"""
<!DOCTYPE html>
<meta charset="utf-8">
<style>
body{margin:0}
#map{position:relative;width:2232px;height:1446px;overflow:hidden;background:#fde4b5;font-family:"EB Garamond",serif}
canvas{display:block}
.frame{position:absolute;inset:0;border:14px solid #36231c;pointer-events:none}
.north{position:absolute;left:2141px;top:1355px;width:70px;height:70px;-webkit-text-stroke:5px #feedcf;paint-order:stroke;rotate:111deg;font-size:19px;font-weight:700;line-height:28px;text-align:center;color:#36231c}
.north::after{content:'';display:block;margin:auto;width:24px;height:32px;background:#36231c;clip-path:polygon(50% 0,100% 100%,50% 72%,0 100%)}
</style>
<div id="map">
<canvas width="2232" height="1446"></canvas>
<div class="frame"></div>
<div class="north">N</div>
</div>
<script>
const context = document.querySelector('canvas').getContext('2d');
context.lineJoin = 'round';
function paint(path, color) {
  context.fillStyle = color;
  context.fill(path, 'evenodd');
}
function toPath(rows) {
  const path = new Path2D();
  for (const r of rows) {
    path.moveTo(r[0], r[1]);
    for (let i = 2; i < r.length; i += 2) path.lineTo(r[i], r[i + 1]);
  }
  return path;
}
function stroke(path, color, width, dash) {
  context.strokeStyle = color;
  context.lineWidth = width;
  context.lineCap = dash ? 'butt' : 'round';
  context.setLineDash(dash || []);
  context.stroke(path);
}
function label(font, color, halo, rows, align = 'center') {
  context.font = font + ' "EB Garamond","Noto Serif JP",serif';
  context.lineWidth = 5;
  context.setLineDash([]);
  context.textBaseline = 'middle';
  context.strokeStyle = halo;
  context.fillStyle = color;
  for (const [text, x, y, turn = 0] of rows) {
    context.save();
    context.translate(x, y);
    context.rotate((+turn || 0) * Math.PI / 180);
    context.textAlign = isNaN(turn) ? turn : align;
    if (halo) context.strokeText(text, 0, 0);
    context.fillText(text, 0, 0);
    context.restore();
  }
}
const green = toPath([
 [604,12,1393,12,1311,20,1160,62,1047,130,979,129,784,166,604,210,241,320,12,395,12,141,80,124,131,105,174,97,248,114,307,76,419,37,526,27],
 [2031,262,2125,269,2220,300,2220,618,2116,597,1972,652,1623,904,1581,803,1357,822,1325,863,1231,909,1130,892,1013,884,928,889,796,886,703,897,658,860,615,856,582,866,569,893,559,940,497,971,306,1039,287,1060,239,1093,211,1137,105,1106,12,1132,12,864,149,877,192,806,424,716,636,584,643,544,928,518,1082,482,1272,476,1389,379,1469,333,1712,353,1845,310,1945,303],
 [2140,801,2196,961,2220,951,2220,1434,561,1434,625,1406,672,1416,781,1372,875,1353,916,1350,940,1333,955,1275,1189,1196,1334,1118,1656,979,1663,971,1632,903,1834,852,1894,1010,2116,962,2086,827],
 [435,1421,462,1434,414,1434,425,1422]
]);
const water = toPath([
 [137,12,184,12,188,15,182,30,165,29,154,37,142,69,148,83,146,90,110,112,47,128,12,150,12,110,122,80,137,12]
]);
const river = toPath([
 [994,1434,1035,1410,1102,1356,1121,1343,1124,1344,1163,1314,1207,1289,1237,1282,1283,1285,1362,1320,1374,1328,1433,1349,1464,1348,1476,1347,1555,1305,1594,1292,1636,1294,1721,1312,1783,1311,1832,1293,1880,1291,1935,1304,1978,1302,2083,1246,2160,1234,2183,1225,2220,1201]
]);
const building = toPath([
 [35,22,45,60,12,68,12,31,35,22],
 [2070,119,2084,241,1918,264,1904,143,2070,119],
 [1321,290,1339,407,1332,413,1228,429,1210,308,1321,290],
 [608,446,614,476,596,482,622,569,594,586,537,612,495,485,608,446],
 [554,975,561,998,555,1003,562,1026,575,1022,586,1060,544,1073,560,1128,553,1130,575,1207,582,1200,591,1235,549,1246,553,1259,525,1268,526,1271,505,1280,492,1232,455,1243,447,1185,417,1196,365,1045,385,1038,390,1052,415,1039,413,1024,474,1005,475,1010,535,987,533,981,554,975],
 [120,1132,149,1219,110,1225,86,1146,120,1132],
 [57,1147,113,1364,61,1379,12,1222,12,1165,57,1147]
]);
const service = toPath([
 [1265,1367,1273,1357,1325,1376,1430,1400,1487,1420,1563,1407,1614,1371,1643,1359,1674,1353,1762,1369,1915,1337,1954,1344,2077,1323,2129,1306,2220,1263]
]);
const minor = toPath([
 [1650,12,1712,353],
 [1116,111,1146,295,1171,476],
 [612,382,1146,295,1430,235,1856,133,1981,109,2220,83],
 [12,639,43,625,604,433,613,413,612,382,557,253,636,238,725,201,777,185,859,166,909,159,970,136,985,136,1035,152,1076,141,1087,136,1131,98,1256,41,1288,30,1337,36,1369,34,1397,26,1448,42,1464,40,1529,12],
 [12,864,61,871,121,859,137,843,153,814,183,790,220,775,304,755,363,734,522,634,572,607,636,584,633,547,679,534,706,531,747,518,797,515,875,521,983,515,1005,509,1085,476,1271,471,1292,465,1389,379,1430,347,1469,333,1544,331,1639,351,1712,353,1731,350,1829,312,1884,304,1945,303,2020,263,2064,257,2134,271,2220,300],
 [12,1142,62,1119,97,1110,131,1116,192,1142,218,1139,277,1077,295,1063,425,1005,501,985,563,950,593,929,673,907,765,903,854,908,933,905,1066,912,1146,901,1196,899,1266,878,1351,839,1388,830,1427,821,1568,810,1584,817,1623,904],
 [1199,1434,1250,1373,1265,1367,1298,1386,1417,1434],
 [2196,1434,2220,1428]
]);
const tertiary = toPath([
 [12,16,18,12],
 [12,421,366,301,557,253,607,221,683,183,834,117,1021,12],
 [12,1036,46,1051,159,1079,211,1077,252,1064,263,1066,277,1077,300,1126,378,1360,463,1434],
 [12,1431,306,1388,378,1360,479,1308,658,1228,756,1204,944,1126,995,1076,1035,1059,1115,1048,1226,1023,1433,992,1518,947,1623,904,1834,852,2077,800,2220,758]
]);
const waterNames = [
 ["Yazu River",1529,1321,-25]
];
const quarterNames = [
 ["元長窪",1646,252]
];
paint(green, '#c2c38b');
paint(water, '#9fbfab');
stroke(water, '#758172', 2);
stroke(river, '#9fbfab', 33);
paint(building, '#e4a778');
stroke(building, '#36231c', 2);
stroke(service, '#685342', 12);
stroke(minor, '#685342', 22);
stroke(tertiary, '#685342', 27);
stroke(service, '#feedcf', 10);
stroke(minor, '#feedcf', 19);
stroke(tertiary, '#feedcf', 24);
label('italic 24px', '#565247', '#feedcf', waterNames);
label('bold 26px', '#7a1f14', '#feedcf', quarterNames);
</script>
"""
## What is expected
Nothing outside the span should appear: transcribe the lines from the one containing "stroke(river, '#9fbfab', 33);" through the last line of the records.

## Solution to this exercise
stroke(river, '#9fbfab', 33);
paint(building, '#e4a778');
stroke(building, '#36231c', 2);
stroke(service, '#685342', 12);
stroke(minor, '#685342', 22);
stroke(tertiary, '#685342', 27);
stroke(service, '#feedcf', 10);
stroke(minor, '#feedcf', 19);
stroke(tertiary, '#feedcf', 24);
label('italic 24px', '#565247', '#feedcf', waterNames);
label('bold 26px', '#7a1f14', '#feedcf', quarterNames);
</script>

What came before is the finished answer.